Non è casuale che i tentativi di impostare una strategia
di pianificazione e progettualità in un settore in cui
le capacità di formulare tali strategie è fondamentale,
quello dei trasporti, siano naufragati: l'attuazione del vecchio
Piano Generale dei Trasporti è rimasta nel cassetto dei
sogni ed il Cipet, l'organismo di programmazione del settore,
è stato sciolto.
D'altro canto, desta preoccupazione anche l'approccio alle questioni
portuali contenuto nel PGT in corso di elaborazione , che travisa
le richieste di autonomia finanziaria da parte delle Autorità
Portuali: infatti il decentramento fiscale, auspicato dalle Authority,
viene interpretato nel PGT come un'intenzione da parte delle Autorità
Portuali di ridurre il proprio ruolo a quello di agenzia di riscossione
delle imposte.
Questa impostazione denuncia una distorta visione del problema,
se si considera che l'istanza nasce proprio dal confronto con
il Nord Europa, dove i porti sono governati e finanziati direttamente
dalle municipalità.
Questo non vuol dire che lo sviluppo dei porti debba essere legato
unicamente ai finanziamenti pubblici, ma è chiaro che il
recupero del gap logistico e infrastrutturale che separa ancora
oggi i porti italiani dai competitor del Nord, legato al lungo
periodo di crisi che ha condizionato la portualità italiana,
non può avvenire solo grazie ai proventi dei canoni di
concessione, se si pensa che il piano di investimenti di Assoporti
per i progetti di strutturazione immediata ammonta a oltre 3.500
miliardi di spesa.
Oltretutto è impensabile aumentare oltre l'incidenza dei
canoni sul traffico portuale quando si osservi che a causa dell'inefficienza
del sistema di inoltre terrestre la linea di equidistanza economica
fra i porti italiani e quelli del nord passa per Basilea.

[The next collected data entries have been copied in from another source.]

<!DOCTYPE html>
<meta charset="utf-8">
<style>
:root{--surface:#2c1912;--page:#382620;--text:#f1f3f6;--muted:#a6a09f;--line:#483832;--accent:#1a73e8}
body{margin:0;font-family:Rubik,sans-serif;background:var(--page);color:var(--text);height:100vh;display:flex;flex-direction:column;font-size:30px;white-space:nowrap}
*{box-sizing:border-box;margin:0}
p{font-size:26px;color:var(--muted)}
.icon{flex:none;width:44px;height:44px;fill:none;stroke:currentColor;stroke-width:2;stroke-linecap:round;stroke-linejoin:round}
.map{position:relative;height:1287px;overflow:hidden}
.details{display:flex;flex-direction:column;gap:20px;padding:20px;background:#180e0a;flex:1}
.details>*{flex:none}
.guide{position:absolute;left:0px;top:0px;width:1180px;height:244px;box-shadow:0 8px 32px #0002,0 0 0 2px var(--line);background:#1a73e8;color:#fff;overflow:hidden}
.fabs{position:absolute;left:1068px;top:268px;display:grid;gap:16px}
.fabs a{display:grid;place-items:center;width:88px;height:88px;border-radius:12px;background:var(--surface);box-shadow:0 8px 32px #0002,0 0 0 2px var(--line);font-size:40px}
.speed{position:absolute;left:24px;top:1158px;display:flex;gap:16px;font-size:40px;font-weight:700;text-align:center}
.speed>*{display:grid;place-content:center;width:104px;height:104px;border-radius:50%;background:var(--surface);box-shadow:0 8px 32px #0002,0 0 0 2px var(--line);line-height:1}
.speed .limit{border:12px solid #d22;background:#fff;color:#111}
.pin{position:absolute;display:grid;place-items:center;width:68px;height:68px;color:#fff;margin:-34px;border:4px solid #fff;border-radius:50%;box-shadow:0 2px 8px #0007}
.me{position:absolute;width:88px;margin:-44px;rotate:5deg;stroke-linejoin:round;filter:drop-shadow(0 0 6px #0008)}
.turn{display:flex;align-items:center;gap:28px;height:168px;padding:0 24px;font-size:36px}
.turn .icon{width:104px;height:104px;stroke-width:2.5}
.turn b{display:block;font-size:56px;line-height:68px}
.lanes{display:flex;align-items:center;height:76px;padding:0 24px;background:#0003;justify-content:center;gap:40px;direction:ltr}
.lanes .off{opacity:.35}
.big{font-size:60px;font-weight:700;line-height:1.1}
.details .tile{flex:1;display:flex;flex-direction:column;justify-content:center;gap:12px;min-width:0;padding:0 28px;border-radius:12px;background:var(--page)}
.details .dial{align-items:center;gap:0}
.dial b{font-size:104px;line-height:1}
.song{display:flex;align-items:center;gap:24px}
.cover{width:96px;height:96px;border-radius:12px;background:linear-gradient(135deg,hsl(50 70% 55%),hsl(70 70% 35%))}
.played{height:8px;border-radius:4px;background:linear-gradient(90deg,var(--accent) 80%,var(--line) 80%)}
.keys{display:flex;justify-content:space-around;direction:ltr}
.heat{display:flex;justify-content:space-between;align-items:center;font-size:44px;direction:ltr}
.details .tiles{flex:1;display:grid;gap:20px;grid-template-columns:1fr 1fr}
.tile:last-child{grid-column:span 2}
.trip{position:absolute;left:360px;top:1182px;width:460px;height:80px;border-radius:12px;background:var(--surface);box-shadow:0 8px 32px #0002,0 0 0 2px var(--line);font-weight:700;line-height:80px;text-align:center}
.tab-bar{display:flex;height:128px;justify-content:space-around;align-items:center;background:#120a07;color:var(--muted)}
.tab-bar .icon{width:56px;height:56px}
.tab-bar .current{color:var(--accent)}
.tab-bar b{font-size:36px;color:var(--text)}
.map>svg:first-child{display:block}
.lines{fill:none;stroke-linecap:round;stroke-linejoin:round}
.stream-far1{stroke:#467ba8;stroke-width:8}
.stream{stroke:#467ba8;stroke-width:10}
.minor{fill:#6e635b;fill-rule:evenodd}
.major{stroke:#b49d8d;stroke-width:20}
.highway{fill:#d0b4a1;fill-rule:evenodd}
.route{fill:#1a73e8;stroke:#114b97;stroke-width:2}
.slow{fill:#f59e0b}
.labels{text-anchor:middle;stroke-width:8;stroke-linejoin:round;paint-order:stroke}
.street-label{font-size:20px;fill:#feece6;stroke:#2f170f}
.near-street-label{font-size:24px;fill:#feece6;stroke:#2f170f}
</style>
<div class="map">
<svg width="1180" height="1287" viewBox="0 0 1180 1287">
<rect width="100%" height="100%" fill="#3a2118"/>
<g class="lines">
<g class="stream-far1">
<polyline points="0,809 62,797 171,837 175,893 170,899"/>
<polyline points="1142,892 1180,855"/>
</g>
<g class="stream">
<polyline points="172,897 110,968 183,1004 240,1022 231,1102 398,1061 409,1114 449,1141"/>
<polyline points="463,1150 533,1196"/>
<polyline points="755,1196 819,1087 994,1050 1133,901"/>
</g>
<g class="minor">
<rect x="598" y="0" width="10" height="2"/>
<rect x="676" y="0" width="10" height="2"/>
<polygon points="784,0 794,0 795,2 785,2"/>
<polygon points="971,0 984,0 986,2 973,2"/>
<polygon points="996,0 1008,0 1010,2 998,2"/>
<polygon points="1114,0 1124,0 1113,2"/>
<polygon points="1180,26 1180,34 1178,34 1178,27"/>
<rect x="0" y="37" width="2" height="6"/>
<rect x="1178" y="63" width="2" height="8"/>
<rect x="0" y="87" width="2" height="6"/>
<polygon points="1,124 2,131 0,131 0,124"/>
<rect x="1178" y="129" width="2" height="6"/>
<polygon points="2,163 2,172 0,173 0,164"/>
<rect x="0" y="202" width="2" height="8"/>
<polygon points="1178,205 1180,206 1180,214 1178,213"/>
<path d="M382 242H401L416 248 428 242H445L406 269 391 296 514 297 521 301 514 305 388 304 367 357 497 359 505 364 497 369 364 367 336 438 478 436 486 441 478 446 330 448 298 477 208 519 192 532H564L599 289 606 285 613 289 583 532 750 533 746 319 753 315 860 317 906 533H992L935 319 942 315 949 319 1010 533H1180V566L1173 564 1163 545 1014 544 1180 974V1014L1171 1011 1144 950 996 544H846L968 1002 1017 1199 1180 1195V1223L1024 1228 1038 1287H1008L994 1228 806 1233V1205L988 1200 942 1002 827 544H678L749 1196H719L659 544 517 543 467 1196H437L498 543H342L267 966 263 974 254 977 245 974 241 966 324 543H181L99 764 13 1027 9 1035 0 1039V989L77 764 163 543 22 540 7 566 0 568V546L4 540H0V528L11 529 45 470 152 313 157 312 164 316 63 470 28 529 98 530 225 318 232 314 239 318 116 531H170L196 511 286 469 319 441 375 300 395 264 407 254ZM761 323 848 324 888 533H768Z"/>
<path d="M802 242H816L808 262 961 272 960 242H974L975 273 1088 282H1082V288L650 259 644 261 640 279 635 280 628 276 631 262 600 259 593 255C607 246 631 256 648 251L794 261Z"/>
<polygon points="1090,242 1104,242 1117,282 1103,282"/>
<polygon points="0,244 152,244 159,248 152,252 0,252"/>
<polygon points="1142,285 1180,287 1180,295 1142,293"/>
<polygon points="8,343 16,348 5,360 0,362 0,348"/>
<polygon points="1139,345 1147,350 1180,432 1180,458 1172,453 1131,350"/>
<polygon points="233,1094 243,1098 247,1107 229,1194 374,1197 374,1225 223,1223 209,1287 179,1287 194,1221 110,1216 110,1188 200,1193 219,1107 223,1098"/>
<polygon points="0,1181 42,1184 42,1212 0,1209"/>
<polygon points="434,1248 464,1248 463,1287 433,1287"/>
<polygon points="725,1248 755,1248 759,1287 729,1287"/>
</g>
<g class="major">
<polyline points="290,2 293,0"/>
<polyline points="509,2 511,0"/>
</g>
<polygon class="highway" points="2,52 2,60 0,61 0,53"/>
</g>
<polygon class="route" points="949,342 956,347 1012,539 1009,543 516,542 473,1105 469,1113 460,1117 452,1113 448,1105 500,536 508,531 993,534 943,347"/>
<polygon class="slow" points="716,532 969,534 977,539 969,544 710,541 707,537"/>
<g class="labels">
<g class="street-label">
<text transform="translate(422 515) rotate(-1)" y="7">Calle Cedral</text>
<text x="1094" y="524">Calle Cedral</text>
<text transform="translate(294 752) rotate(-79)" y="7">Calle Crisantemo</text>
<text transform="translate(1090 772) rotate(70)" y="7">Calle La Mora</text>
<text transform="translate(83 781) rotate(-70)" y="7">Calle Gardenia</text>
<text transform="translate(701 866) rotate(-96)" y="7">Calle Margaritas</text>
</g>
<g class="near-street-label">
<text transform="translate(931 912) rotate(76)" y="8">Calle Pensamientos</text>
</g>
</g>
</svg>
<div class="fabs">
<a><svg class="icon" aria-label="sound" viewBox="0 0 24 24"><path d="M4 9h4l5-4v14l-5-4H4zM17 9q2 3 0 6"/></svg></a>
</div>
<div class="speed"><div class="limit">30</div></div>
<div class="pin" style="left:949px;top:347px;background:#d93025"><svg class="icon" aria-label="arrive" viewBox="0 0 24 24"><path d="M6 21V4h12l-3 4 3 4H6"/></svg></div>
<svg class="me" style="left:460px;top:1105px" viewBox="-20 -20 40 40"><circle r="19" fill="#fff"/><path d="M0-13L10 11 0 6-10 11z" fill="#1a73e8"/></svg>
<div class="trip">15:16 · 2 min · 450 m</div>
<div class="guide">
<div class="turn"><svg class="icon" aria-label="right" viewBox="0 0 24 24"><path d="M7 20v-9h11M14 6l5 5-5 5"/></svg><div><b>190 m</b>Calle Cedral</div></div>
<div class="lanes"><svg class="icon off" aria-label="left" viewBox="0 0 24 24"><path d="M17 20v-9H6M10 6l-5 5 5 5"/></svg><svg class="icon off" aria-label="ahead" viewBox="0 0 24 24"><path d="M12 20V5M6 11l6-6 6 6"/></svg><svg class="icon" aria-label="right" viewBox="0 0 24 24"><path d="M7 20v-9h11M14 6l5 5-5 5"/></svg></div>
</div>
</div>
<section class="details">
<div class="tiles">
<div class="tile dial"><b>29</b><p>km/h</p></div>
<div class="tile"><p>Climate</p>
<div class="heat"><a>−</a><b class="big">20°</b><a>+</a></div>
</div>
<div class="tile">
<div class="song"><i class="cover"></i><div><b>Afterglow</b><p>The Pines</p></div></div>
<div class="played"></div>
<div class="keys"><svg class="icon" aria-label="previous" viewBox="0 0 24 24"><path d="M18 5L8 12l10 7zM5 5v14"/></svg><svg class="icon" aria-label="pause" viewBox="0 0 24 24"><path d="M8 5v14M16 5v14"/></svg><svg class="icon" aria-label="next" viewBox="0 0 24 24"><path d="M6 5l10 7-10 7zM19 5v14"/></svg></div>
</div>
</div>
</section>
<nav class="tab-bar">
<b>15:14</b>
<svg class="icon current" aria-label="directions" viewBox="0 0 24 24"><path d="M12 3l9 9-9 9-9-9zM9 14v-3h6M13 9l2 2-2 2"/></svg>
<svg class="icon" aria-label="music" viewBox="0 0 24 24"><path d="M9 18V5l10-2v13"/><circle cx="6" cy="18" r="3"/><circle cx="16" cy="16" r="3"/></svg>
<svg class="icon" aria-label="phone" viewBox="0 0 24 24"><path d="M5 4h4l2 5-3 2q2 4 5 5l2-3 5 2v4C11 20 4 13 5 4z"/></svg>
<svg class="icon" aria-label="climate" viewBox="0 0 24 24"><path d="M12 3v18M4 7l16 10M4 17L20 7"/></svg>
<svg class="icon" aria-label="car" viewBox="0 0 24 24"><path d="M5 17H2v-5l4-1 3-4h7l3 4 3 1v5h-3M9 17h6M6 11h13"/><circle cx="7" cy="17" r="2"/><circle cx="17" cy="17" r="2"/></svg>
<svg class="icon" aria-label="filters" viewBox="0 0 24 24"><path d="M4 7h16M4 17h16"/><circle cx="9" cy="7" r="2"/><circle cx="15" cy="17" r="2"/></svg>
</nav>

Inoltre l'osservazione contenuta nel PGT circa la scarsa propensione
dei porti italiani a porsi come sistemi-impresa di trasporto e
logistica, sembra poco corretta se si considera che, nella consapevolezza
dell'esigenza imprescindibile di integrare i porti con i sistemi
di trasporto terrestre, le Autorità Portuali hanno chiesto
di poter partecipare direttamente a società di gestione
della logistica e dell'intermodalità, possibilità
successivamente attraverso la legge 30/98.
Ancora una volta, però, occorre sottolineare che per lo
sviluppo infrastrutturale e logistico dei porti è necessario
mettere in campo un grande sforzo di pianificazione e progettualità,
che parte senza dubbio dalla redazione dei Piani Regolatori Portuali
in corso di redazione da parte delle Authority.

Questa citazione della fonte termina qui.